### Exercise objective
In the data that follows, find the line with "787 788 960H770L771"; transcribe it, every later line up to the one with "1225 569 1320", and that line as well, exactly and with no others.

### Records for the exercise
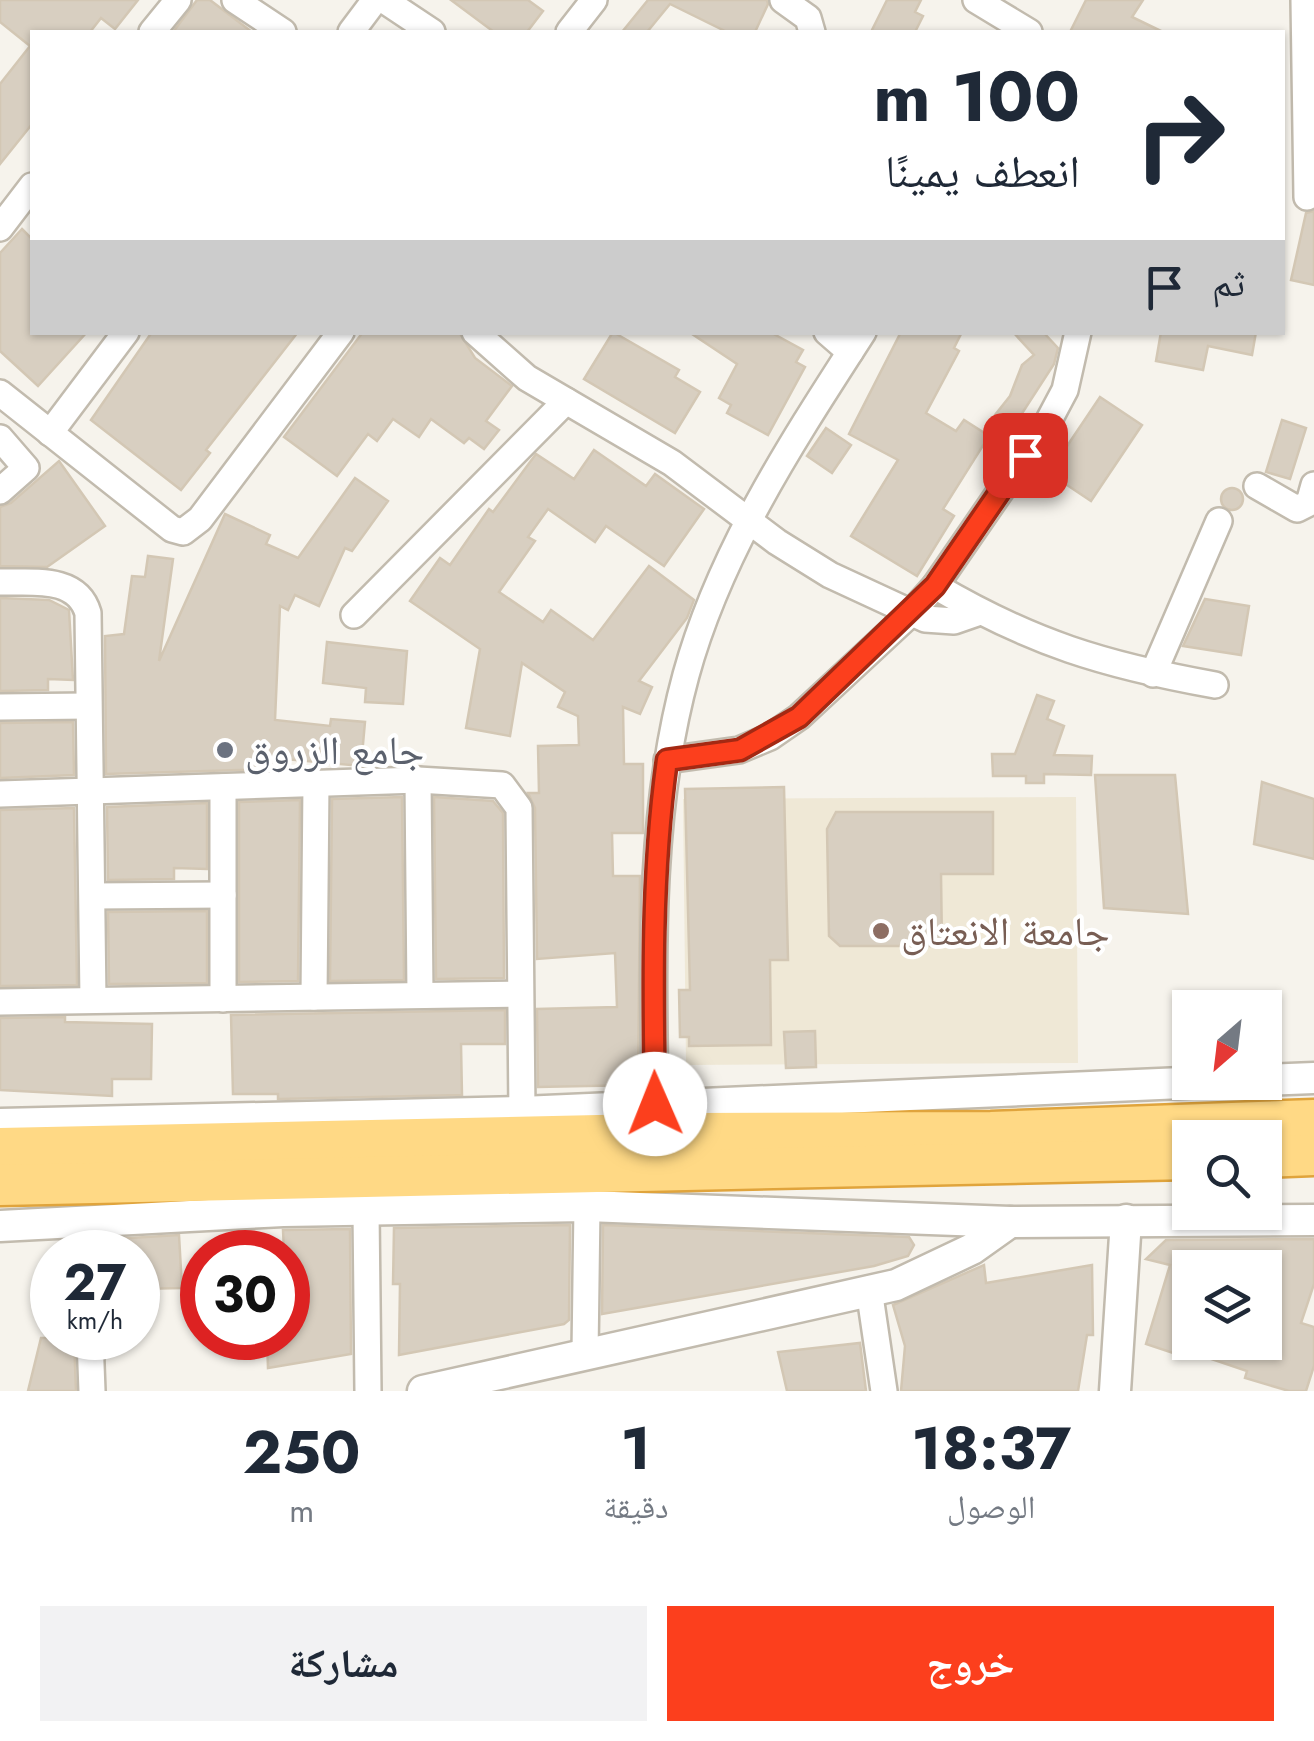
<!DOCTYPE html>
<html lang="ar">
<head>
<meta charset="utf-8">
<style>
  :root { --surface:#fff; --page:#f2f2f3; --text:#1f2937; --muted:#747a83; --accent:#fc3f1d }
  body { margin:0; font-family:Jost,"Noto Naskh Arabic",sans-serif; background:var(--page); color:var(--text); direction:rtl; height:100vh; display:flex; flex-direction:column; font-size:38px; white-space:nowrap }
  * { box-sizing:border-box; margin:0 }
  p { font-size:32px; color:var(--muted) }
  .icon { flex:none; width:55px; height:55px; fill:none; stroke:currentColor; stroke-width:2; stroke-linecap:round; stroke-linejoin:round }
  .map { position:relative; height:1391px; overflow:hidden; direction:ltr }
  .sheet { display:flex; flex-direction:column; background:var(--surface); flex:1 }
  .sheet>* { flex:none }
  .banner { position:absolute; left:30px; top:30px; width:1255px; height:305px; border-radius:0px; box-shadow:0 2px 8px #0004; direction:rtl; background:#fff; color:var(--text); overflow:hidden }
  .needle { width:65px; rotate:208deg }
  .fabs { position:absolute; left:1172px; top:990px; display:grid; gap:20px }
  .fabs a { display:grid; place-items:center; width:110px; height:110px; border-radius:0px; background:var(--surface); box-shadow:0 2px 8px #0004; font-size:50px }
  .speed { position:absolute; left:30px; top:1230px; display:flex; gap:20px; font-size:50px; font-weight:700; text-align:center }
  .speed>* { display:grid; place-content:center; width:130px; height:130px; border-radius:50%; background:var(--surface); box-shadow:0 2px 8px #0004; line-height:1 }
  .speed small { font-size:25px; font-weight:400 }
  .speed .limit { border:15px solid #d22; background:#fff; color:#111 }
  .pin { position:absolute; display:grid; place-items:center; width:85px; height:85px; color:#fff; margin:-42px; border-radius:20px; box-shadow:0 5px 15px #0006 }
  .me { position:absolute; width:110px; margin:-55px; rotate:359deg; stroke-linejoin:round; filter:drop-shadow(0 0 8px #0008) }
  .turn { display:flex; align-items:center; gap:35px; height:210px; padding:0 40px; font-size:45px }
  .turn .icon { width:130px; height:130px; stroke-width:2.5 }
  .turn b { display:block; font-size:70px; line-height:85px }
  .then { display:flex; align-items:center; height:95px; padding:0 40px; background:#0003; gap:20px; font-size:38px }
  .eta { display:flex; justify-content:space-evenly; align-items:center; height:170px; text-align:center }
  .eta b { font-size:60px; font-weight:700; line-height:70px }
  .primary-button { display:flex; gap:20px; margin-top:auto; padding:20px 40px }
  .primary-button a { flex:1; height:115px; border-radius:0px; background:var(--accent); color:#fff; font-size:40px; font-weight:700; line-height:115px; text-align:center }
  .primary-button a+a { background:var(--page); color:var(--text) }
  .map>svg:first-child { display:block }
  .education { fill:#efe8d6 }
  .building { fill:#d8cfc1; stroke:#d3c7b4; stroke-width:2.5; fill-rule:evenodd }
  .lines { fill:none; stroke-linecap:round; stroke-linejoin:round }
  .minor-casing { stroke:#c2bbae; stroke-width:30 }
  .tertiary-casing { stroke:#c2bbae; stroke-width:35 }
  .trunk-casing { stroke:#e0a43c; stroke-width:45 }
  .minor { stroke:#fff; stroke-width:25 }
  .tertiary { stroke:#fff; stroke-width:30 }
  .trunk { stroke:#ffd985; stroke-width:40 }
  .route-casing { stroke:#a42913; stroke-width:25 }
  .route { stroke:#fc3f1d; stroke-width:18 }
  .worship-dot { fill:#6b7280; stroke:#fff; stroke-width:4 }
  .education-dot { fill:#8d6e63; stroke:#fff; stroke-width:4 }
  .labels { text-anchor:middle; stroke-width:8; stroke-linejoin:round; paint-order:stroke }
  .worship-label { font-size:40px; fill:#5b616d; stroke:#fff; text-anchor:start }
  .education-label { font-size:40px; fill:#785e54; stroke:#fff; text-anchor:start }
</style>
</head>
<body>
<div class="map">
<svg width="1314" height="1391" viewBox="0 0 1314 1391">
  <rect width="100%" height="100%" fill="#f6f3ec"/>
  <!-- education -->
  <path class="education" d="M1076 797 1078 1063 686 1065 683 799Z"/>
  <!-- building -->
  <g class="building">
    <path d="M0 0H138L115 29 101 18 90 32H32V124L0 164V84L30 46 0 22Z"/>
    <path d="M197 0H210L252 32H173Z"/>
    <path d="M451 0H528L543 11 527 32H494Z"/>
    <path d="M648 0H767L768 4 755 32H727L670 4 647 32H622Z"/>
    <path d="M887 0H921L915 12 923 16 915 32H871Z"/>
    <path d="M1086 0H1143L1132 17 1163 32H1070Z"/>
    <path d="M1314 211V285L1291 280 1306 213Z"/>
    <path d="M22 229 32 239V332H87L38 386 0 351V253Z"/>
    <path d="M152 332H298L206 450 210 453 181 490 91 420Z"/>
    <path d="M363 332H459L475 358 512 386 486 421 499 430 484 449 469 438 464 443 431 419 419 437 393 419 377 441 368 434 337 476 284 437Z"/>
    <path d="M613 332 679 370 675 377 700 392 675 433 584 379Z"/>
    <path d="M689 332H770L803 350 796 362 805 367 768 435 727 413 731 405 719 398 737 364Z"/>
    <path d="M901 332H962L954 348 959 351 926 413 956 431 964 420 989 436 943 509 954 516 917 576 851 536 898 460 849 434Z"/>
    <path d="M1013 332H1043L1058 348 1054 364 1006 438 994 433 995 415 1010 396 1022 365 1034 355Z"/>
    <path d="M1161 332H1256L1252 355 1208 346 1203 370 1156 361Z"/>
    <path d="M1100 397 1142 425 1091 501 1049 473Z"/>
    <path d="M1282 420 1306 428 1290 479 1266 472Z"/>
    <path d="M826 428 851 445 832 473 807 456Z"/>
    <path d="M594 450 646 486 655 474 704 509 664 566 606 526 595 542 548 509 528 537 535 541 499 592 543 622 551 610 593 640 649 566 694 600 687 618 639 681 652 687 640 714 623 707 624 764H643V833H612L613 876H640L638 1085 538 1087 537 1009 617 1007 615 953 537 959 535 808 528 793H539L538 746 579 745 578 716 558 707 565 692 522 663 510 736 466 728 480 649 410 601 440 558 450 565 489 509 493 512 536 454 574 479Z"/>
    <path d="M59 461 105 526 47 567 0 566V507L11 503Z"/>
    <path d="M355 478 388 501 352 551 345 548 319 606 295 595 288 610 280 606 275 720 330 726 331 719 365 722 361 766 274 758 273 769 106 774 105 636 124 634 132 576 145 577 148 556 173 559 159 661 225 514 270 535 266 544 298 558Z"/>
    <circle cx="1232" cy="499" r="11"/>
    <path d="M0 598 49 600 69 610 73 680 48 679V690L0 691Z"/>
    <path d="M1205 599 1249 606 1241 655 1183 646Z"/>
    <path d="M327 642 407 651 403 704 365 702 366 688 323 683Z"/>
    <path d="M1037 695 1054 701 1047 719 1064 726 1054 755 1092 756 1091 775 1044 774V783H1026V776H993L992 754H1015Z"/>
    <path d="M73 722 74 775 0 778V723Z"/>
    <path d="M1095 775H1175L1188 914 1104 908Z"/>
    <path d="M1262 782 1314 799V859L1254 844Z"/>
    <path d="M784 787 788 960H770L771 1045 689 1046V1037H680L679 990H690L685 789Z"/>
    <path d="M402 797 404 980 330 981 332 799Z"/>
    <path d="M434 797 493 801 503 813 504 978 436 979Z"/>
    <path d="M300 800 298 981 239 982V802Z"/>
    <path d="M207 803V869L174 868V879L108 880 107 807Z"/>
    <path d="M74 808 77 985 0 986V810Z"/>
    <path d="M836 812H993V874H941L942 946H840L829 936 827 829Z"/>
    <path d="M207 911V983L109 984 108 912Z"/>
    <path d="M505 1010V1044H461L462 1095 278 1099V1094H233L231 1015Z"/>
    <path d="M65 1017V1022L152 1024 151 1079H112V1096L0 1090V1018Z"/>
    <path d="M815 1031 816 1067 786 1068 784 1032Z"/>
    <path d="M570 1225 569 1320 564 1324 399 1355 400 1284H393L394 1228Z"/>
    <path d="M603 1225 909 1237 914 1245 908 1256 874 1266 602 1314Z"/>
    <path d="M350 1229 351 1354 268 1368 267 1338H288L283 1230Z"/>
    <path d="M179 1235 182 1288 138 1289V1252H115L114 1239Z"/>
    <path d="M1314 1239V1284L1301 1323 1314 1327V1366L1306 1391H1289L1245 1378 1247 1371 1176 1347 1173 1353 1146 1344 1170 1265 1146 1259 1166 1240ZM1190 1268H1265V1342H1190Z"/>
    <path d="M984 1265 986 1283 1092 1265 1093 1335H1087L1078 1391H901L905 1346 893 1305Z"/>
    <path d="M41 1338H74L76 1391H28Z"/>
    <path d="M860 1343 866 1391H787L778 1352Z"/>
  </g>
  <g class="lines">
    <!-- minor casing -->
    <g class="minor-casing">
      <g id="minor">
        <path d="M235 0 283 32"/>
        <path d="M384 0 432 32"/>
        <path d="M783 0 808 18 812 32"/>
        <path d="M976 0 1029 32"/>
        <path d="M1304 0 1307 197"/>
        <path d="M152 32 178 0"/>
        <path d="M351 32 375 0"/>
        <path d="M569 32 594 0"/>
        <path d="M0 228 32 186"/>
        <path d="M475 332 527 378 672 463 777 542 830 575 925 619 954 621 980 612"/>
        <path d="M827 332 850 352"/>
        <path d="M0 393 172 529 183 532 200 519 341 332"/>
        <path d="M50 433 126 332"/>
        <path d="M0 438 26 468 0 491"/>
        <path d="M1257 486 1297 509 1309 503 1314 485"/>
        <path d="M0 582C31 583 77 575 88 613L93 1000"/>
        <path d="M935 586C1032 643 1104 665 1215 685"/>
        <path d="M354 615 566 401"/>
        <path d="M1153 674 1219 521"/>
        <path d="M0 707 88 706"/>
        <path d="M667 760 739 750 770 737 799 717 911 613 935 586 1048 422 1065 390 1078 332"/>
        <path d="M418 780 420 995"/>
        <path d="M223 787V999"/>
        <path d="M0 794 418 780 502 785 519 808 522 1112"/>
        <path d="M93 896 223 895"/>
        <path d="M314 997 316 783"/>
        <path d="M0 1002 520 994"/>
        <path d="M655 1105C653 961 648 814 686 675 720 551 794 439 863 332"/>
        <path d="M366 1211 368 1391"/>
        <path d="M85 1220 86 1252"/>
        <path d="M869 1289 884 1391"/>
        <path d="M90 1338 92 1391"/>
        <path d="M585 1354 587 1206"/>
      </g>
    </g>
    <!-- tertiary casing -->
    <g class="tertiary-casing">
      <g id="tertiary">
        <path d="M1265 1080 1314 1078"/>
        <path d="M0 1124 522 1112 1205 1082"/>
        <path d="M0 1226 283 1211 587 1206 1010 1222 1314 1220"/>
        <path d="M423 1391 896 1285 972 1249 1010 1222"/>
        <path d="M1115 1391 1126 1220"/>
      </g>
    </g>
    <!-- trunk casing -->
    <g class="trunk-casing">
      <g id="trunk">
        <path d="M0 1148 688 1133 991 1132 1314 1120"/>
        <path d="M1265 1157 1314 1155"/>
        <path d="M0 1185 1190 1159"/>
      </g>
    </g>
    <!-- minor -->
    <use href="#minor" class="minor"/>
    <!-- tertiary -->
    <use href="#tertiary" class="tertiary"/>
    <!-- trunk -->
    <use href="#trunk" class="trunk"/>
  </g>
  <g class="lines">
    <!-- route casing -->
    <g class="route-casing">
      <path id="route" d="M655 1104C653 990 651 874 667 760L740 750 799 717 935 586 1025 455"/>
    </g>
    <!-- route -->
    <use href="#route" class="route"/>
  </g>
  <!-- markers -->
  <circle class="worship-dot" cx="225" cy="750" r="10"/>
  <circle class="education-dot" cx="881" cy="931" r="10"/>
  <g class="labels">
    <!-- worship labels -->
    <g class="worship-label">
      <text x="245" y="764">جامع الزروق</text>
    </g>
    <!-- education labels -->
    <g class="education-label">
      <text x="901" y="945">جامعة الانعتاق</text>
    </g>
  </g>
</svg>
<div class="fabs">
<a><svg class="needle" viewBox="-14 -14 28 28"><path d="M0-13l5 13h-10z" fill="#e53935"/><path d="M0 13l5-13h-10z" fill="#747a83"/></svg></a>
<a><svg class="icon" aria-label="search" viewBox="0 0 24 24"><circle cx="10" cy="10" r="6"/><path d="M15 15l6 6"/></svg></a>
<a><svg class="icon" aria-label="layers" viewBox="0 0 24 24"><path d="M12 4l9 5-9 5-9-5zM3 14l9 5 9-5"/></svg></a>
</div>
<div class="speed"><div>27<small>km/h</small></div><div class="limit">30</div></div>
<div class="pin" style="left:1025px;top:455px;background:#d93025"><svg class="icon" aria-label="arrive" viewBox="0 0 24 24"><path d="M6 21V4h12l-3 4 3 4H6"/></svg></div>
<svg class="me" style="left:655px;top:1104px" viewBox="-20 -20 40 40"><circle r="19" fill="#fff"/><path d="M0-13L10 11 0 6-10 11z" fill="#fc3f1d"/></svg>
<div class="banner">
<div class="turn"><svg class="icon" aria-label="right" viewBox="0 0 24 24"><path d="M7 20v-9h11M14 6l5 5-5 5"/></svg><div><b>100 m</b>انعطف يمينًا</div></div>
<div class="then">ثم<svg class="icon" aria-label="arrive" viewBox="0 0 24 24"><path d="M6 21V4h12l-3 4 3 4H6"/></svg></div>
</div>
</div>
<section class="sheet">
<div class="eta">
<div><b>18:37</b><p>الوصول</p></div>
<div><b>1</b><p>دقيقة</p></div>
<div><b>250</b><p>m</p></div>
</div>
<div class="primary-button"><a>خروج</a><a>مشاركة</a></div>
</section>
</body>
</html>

### Exercise answer
    <path d="M784 787 788 960H770L771 1045 689 1046V1037H680L679 990H690L685 789Z"/>
    <path d="M402 797 404 980 330 981 332 799Z"/>
    <path d="M434 797 493 801 503 813 504 978 436 979Z"/>
    <path d="M300 800 298 981 239 982V802Z"/>
    <path d="M207 803V869L174 868V879L108 880 107 807Z"/>
    <path d="M74 808 77 985 0 986V810Z"/>
    <path d="M836 812H993V874H941L942 946H840L829 936 827 829Z"/>
    <path d="M207 911V983L109 984 108 912Z"/>
    <path d="M505 1010V1044H461L462 1095 278 1099V1094H233L231 1015Z"/>
    <path d="M65 1017V1022L152 1024 151 1079H112V1096L0 1090V1018Z"/>
    <path d="M815 1031 816 1067 786 1068 784 1032Z"/>
    <path d="M570 1225 569 1320 564 1324 399 1355 400 1284H393L394 1228Z"/>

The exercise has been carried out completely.